Published 21 апреля 2011,, 20:00

Modified 8 марта, 06:32

Updated 8 марта, 06:32

Тележурналист Владимир Познер

Тележурналист Владимир Познер

21 апреля 2011, 20:00
Программы, которые ведет этот тележурналист, всегда приковывают внимание зрителей. Его собственный взгляд на мир и окружающую действительность подчас не менее интересен публике, чем то, о чем говорят его собеседники в эфире. В интервью «Новым Известиям» Владимир ПОЗНЕР рассказал о том, есть ли у него друзья среди колле

– Владимир Владимирович, сегодня много говорится о цензуре в СМИ, о самоцензуре журналистов. Можно понять, что бизнесменов напугали процессом над Ходорковским, губернаторов – отменой выборов, но чем напугали журналистов? Откуда страх говорить и писать то, что думаешь?

– Мне кажется, что этот страх сидит в генах. В России страхом правили в течение не десятилетий, а веков. Сегодня нет ГУЛАГа, и никого не расстреливают, как при Сталине, но есть какие-то вещи, которые опасны. Не так скажешь, не так напишешь, и – ты можешь лишиться работы, и тебя больше никуда не возьмут, потому что ты попал в «черные списки». От твоего слова зависит благополучие твоей семьи. Когда мне задают подобные вопросы, то я цитирую строчки Евтушенко про Галилея: «Ученый, сверстник Галилея, был Галилея не глупее. Он тоже знал, что вертится Земля…

– …Но у него была семья».

– Да, у него была семья. Это очень точный ответ на вопрос. Достаточно чуть-чуть напугать человека: «Вы смотрите… Вы знаете, что будет, если не будете соответствовать…» И все, больше ничего не надо.

– Вы общаетесь с коллегами на телевидении?

– Нет, это не мое. Я уж не говорю о том, что в моем цехе, по сути, у меня нет ни одного друга.

– Принципиально?

– Не то чтобы я заранее сказал: «Вот с ними я общаться не буду», – но так получается. На телевидении есть люди, с которыми я очень дружу, но они не занимаются журналистикой. Тот же Ваня Ургант. Он просто стал моим близким другом, несмотря на разницу в возрасте, мы общаемся семьями. Если говорить о тех, кто занимается журналистикой, которой занимаюсь я, таких нет вообще. И я не стремлюсь к этому.

– Почему?

– Видимо, не сложились обстоятельства таким образом, чтобы мы общались. Кроме того, должен сказать, что чаще всего не нахожу их привлекательными. За исключением, может быть, тех, с кем у меня есть отношения.

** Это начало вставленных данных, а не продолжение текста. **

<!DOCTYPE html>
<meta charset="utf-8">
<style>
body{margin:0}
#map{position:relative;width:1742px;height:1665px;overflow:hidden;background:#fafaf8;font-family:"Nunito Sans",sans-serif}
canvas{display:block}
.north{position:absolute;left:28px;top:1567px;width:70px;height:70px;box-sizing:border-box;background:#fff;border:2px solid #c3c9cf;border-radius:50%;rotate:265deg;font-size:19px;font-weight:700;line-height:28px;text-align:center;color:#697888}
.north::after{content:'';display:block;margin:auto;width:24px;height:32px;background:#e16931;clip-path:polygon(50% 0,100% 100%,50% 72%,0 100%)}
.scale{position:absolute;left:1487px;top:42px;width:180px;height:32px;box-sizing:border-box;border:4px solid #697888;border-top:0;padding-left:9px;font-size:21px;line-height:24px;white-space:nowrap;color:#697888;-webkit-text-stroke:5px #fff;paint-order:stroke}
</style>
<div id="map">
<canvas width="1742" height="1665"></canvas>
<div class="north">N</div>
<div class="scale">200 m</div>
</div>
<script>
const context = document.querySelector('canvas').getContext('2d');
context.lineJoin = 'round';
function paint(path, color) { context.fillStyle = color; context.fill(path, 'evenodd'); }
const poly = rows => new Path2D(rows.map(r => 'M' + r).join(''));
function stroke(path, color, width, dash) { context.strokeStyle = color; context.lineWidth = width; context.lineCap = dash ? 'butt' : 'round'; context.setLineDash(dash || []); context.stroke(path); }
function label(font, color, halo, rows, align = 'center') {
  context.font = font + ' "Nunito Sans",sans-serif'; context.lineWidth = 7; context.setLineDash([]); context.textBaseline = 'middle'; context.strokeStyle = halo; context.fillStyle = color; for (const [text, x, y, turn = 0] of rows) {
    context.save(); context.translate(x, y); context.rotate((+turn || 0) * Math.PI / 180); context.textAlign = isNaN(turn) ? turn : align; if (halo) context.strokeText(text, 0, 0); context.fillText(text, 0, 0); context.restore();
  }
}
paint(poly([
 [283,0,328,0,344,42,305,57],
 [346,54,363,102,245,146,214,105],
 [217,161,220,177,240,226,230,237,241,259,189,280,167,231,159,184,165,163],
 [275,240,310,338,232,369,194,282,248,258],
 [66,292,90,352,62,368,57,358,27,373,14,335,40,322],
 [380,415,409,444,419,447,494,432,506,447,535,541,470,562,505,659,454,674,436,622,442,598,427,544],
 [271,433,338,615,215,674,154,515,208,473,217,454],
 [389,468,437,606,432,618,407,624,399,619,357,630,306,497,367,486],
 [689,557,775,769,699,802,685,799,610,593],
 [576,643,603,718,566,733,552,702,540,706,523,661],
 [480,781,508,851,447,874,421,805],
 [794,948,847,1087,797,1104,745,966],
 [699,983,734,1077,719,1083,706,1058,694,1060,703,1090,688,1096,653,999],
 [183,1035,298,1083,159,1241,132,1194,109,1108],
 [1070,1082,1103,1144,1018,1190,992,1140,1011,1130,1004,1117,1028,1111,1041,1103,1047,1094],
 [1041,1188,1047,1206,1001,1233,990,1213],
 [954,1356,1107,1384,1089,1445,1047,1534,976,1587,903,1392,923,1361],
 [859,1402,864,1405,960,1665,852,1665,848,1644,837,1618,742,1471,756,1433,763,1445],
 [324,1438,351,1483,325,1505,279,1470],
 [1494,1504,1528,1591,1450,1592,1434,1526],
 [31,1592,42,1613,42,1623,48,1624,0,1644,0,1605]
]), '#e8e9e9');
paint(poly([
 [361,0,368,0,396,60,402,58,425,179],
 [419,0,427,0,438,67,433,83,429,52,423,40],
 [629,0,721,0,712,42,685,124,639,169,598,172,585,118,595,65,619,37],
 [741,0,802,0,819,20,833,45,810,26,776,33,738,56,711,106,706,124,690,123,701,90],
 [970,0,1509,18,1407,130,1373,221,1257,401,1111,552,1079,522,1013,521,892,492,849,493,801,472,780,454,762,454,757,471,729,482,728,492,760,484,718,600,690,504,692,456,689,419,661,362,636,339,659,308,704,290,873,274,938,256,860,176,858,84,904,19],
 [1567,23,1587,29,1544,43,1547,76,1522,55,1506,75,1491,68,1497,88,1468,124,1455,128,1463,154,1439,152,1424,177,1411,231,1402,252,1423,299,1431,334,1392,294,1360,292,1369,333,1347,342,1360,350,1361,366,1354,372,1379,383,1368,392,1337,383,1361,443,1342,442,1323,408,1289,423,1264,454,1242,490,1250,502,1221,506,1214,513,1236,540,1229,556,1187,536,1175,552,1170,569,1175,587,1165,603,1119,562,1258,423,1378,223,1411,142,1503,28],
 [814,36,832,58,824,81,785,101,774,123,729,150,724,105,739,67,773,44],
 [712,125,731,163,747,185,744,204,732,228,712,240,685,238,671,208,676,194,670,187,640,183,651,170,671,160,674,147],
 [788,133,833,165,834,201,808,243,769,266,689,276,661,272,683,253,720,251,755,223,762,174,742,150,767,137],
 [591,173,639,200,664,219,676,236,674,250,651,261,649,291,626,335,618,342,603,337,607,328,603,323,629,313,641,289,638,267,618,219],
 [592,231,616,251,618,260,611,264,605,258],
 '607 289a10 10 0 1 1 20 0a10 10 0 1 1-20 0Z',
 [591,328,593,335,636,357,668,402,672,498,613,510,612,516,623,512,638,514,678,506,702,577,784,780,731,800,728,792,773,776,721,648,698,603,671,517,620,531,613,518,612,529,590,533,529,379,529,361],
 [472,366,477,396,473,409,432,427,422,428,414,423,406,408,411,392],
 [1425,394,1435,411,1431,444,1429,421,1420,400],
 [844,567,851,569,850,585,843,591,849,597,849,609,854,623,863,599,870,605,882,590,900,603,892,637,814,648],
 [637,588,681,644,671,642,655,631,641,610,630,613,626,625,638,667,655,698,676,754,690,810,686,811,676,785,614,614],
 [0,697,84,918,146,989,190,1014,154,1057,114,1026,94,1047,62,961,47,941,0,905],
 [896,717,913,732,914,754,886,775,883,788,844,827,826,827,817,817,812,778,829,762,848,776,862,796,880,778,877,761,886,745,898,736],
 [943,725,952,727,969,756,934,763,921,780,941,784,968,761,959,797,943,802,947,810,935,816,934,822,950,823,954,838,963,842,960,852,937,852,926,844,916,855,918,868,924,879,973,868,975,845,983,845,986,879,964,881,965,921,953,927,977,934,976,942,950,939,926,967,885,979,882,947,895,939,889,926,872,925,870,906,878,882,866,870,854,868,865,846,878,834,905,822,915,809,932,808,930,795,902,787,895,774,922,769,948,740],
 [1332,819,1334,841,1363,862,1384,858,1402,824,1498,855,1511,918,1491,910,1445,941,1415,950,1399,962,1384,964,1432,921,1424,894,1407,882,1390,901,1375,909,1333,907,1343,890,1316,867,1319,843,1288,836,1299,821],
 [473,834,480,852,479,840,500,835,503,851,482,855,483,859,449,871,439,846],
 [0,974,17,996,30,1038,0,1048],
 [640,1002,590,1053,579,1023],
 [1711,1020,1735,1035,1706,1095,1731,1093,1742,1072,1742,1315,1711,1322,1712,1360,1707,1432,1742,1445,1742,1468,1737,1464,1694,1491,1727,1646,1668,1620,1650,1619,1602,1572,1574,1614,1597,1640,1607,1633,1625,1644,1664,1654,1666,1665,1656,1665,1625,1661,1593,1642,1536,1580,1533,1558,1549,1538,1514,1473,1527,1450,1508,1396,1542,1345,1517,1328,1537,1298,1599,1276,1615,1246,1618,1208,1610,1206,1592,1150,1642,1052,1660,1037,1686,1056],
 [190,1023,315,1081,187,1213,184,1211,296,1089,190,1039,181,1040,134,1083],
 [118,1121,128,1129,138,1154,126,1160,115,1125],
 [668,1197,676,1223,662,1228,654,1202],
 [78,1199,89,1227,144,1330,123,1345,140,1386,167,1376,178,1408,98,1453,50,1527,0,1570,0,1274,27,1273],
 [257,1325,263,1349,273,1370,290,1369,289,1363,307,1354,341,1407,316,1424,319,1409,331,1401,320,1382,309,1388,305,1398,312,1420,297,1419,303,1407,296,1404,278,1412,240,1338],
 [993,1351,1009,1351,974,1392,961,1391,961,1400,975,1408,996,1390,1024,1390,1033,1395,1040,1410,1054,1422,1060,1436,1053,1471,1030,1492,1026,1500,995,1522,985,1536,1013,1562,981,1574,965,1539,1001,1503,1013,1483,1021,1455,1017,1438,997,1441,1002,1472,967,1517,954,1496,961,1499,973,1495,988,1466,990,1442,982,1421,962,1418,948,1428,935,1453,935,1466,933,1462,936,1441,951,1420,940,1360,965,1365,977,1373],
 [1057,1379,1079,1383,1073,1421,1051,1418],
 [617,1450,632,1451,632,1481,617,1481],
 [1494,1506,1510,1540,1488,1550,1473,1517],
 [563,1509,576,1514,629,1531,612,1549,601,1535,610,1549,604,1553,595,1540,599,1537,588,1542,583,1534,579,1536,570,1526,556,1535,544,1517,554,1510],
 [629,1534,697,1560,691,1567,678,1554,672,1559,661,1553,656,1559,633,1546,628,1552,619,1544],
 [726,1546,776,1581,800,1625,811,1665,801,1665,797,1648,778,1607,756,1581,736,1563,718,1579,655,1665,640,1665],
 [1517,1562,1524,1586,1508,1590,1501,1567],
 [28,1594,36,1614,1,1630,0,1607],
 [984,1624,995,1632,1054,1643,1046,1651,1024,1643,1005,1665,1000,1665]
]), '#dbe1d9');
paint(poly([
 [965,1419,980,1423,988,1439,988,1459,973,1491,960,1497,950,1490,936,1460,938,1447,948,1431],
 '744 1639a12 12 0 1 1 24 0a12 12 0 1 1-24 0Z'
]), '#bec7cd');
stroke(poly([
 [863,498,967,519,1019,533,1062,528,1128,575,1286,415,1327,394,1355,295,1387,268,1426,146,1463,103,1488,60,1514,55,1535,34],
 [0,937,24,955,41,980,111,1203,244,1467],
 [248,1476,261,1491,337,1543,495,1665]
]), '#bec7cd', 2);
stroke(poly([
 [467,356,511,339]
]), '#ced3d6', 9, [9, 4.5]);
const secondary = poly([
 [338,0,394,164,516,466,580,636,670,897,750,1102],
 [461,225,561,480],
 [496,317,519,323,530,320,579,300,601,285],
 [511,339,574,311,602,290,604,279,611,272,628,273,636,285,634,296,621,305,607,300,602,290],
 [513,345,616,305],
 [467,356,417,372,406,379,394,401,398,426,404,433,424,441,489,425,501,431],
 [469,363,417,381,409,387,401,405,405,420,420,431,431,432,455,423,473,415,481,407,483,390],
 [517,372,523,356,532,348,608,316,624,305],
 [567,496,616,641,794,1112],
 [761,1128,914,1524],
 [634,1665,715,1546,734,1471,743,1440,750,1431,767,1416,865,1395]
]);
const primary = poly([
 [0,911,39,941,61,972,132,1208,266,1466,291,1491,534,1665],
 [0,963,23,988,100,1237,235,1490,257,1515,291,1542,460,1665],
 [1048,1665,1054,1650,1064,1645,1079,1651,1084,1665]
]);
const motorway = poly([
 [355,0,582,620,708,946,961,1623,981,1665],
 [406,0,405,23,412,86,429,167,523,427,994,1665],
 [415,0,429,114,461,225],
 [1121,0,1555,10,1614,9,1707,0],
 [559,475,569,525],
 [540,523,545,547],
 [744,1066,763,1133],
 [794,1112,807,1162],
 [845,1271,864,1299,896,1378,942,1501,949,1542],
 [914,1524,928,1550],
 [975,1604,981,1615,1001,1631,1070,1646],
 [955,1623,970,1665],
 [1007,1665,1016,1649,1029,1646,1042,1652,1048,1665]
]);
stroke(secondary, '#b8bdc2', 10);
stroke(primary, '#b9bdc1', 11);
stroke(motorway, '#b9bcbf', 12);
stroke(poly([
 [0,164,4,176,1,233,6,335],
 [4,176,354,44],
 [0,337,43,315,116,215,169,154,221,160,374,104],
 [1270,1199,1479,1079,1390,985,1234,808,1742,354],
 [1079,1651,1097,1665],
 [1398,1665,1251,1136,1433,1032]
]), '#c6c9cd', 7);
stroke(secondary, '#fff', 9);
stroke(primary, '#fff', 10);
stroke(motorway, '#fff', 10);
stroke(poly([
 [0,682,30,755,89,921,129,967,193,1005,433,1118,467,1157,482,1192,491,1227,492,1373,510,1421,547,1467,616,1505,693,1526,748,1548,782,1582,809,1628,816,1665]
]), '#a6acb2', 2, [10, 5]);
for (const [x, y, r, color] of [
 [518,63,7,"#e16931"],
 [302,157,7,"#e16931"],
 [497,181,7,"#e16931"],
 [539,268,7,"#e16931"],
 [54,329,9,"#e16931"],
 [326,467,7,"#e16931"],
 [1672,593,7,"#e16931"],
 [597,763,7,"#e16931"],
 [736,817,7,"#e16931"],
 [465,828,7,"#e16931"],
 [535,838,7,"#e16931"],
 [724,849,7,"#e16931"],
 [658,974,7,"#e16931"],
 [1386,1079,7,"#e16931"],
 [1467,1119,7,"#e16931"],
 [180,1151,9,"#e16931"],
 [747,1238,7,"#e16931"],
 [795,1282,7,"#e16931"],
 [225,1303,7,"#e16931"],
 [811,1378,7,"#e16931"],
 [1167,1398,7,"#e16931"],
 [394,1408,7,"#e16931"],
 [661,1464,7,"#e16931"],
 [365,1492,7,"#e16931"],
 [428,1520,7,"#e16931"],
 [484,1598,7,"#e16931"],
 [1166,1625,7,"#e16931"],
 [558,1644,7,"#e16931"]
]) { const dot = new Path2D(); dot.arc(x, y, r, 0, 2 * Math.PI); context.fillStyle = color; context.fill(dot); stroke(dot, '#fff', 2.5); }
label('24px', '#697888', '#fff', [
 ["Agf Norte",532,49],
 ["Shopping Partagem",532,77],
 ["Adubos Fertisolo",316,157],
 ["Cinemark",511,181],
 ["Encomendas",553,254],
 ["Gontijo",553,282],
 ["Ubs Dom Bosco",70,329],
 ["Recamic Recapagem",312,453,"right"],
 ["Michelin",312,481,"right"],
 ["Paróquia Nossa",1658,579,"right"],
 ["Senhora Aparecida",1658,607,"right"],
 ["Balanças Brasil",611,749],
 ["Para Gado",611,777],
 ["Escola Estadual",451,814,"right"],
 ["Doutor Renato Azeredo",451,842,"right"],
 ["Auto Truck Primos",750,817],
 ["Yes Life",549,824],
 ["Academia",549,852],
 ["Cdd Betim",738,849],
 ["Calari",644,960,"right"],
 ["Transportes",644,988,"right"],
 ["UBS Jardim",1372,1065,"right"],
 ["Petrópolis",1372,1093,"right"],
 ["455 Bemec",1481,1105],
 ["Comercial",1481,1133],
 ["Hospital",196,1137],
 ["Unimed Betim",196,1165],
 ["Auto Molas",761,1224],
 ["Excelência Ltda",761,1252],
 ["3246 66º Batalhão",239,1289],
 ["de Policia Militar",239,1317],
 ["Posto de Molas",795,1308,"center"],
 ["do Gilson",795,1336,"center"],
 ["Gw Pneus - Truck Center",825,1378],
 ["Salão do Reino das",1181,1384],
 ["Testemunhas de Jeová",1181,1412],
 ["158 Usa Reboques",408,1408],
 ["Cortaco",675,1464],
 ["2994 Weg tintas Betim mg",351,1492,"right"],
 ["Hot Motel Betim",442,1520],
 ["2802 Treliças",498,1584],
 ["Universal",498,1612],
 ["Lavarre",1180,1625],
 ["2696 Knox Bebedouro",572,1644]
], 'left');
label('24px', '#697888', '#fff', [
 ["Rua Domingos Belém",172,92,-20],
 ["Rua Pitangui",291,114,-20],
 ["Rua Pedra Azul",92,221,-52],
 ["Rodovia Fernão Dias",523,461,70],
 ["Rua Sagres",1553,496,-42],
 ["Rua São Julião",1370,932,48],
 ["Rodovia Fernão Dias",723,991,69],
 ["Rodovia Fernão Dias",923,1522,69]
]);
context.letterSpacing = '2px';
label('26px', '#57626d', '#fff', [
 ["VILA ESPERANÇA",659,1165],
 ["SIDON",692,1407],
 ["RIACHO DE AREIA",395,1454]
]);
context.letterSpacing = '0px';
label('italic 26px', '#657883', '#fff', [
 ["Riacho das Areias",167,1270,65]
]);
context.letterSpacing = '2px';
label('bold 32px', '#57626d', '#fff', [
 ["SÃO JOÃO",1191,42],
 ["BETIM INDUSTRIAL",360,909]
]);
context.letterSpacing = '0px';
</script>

Мы не друзья в русском понимании слова, потому что слово «друг» по-русски имеет большое значение. Мы очень хорошие приятели с Леней Парфеновым. Больше ни с кем.

– Беседуя с гостями своей программы, вы чувствуете, что человек лжет?

– Чаще всего да. Все-таки у меня большой опыт. Когда внимательно наблюдаешь за человеком, то замечаешь это по разным признакам. Есть очень мало людей, которые могут врать убедительно.

– Можете кого-то назвать?

– Конечно, есть такие… Я говорю о людях, которых интервьюировал. Скажем, главный редактор газеты «Завтра».

– Проханов?

– Проханов. Он может врать напропалую, но он такой пассионарный человек, что сам верит в то, что говорит, хотя это вранье. Это несколько особый случай.

– Он художник.

– Конечно, он художник. Очень было заметно это у Мутко.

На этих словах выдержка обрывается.